The Baltimore Orioles went into 2015 believing Travis Snider and Alejandro De Aza could fill the void after respectable 2014 seasons. This was not the case. Trading deadline acquisition Gerrardo Parra was tremendous for the Milwaukee Brewers but could not find his bat in Baltimore.

International free agent signing of Hyun-Soo Kim and Rule 5 Joey Rickard proved to be a formidable platoon in 2016 along with trading for Mark Trumbo who would later be the home run king that year. Along the way, Seth Smith and Craig Gentry have made their ways to Camden Yards in 2017.

There is greater significance to keeping Anthony Santander and Joey Rickard.  The combination of promising Rule 5 draft picks along with the major outfielder developments in the farm system project a younger outfield to come in 2018 and 2019.  What was once a barren land concerning outfielders for Baltimore has now been unearthed with promise.

The Rule 5 draft picks

Joey Rickard is known as a valuable, versatile defensive player. Rickard provides great speed on the base paths along with the ability to prolong at-bats. While his OBP has dropped from .319 to .290 this year, not ideal for a potential leadoff type of hitter, he still has room to prove himself more than a late game defensive replacement.

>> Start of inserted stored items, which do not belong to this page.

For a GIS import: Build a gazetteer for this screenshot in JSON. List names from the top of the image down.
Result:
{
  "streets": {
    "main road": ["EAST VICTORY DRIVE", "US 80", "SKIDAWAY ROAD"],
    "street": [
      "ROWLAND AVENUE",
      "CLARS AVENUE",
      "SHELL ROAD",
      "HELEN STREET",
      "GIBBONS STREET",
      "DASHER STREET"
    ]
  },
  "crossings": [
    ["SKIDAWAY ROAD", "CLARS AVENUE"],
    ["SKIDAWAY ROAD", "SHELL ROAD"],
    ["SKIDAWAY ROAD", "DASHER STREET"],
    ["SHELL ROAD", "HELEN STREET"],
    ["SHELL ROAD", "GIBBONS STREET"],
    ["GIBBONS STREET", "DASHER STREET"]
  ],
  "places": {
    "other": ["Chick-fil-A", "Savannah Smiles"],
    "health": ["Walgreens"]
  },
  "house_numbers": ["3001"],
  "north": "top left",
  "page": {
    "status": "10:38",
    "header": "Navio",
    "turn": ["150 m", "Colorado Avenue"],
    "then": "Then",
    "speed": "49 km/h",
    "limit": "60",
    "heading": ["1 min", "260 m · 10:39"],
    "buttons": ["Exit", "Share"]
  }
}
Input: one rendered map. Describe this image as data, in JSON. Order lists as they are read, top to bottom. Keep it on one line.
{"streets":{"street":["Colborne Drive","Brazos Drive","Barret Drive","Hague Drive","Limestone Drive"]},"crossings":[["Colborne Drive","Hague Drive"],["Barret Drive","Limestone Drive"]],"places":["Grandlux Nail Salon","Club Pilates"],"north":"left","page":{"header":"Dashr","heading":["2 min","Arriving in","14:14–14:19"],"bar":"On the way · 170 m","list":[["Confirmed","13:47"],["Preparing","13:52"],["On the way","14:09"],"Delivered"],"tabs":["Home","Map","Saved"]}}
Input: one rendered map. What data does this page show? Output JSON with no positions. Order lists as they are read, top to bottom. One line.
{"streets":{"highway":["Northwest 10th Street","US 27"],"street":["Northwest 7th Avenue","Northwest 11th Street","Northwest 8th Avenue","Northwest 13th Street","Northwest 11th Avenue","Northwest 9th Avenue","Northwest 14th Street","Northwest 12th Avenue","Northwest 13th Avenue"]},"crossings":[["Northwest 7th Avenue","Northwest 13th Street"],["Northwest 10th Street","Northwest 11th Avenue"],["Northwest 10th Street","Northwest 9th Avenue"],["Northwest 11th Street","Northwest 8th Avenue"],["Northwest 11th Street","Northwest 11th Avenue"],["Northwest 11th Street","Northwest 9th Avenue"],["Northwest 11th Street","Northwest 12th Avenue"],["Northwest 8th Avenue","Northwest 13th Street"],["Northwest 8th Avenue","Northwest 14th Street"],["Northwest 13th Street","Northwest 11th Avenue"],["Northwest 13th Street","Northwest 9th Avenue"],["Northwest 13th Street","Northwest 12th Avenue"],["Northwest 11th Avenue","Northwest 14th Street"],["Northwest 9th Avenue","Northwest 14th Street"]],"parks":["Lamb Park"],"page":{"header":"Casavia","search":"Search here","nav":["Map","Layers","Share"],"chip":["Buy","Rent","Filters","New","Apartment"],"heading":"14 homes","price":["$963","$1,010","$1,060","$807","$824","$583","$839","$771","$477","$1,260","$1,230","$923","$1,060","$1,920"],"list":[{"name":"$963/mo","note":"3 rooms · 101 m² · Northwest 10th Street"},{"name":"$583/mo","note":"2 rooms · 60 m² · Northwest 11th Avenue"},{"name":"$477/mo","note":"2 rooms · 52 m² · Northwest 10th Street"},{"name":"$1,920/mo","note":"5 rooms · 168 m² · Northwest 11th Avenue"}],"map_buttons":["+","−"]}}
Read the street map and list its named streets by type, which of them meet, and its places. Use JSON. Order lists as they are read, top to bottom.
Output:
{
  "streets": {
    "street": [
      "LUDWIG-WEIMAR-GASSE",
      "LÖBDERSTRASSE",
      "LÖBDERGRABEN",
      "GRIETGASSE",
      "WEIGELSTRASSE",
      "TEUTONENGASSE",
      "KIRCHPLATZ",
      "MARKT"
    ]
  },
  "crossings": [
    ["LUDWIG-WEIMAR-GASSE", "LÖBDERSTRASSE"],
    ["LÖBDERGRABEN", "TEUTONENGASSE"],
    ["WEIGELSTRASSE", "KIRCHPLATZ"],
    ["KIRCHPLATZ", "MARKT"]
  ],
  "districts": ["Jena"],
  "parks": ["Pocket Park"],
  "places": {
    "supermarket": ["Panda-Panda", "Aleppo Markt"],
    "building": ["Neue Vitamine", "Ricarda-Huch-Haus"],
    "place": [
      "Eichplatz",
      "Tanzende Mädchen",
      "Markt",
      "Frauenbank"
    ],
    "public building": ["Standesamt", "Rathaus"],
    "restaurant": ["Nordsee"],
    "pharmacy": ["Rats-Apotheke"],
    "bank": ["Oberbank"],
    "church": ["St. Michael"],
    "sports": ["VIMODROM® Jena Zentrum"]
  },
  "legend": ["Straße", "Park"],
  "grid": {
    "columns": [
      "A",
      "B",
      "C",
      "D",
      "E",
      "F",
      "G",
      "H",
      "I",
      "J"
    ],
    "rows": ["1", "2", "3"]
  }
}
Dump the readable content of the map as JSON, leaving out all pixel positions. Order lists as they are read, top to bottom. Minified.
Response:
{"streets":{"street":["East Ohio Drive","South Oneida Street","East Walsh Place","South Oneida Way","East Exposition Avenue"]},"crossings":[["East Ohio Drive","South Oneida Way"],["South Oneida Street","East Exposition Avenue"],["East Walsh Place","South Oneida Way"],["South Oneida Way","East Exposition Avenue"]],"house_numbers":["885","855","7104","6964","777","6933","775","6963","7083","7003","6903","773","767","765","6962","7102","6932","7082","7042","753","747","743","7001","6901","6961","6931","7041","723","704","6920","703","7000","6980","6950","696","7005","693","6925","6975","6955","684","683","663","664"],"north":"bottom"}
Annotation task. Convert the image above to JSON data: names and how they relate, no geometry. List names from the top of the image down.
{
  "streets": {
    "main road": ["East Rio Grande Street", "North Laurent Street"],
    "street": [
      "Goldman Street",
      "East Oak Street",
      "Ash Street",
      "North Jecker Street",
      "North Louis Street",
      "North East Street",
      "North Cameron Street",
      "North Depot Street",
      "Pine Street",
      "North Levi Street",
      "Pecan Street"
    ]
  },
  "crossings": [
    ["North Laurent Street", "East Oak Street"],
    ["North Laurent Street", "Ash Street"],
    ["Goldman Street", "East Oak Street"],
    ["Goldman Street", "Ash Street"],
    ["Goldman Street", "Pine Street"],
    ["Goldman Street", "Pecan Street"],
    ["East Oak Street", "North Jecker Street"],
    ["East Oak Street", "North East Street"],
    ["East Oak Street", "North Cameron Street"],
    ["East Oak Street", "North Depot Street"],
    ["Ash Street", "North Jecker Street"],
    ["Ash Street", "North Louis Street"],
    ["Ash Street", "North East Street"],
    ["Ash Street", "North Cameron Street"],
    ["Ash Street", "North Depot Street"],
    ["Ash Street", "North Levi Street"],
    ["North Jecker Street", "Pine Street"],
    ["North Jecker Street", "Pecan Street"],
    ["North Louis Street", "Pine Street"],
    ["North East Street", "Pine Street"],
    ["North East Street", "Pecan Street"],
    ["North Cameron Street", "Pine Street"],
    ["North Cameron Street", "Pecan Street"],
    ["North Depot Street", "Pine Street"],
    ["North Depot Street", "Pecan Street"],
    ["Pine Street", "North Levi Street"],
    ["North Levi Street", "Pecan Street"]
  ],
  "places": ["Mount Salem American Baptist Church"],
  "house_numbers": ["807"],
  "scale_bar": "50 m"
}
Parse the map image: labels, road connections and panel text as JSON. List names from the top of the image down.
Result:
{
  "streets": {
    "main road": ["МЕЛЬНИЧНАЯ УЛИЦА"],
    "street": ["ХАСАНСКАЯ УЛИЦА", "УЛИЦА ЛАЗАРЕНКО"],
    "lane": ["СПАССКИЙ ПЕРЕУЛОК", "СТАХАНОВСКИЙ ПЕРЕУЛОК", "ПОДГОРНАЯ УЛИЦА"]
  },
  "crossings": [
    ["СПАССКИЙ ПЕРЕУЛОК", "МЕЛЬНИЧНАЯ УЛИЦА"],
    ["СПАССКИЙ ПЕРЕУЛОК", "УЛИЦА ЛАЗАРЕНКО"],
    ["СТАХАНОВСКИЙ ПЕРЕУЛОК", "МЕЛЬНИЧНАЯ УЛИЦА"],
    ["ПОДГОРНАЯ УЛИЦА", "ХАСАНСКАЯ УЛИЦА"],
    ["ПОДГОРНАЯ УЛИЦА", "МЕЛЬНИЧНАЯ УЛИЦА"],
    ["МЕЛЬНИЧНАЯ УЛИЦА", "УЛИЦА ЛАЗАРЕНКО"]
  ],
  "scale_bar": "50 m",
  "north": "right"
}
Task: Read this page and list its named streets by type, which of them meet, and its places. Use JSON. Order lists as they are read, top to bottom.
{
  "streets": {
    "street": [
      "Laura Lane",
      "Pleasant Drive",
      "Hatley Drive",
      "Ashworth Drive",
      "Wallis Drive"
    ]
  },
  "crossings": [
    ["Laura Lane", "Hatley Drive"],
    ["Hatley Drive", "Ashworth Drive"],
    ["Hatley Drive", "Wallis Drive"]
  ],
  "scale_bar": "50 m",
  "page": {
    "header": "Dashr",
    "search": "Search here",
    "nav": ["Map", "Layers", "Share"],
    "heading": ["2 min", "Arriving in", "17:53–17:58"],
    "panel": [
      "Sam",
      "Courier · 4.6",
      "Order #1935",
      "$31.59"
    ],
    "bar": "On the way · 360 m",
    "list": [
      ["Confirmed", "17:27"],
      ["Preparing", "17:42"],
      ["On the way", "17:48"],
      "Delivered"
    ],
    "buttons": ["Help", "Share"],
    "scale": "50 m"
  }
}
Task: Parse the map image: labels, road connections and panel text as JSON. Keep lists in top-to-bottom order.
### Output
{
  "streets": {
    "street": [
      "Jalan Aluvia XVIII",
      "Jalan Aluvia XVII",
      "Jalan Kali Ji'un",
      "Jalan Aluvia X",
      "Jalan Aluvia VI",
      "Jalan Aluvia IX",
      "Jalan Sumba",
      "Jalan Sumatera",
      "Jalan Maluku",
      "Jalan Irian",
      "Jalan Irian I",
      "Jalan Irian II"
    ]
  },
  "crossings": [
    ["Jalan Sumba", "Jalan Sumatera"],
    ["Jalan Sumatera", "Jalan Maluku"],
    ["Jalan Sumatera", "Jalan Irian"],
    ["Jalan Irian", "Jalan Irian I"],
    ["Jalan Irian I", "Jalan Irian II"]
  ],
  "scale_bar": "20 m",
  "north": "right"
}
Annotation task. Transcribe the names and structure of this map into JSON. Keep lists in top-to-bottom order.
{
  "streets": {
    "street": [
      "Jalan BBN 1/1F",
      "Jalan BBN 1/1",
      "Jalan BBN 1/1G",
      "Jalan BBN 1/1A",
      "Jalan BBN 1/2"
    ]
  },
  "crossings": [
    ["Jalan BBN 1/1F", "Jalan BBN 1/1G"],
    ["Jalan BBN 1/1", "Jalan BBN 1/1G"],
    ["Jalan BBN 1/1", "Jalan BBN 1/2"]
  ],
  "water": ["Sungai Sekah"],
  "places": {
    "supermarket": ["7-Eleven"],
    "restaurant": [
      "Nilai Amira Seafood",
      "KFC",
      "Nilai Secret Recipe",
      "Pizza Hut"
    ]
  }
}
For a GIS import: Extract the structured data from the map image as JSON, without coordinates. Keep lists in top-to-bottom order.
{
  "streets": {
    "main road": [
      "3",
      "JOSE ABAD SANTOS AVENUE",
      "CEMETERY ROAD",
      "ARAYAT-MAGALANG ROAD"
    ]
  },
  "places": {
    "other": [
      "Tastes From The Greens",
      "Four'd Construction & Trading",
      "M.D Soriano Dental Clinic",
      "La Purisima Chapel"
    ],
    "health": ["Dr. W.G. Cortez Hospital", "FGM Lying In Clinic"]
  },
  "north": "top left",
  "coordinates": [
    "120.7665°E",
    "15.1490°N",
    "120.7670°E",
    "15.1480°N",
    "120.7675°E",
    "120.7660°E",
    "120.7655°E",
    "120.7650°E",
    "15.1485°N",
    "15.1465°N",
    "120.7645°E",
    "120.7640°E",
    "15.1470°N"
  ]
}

While Anthony Santander has only one MLB game under his belt, his advanced hitting tool at the age of 22 is what brought great intrigue to the Orioles. Having been compared as a disciple of Victor Martinez, the Orioles believe that his bat will play.

In his rehab assignment, he was sent to Double-A for the first time with the Bowie Baysox. Santander did not disappoint as he slashed .380 batting average along with five home runs and 14 RBI’s. He is someone worth keeping an eye on.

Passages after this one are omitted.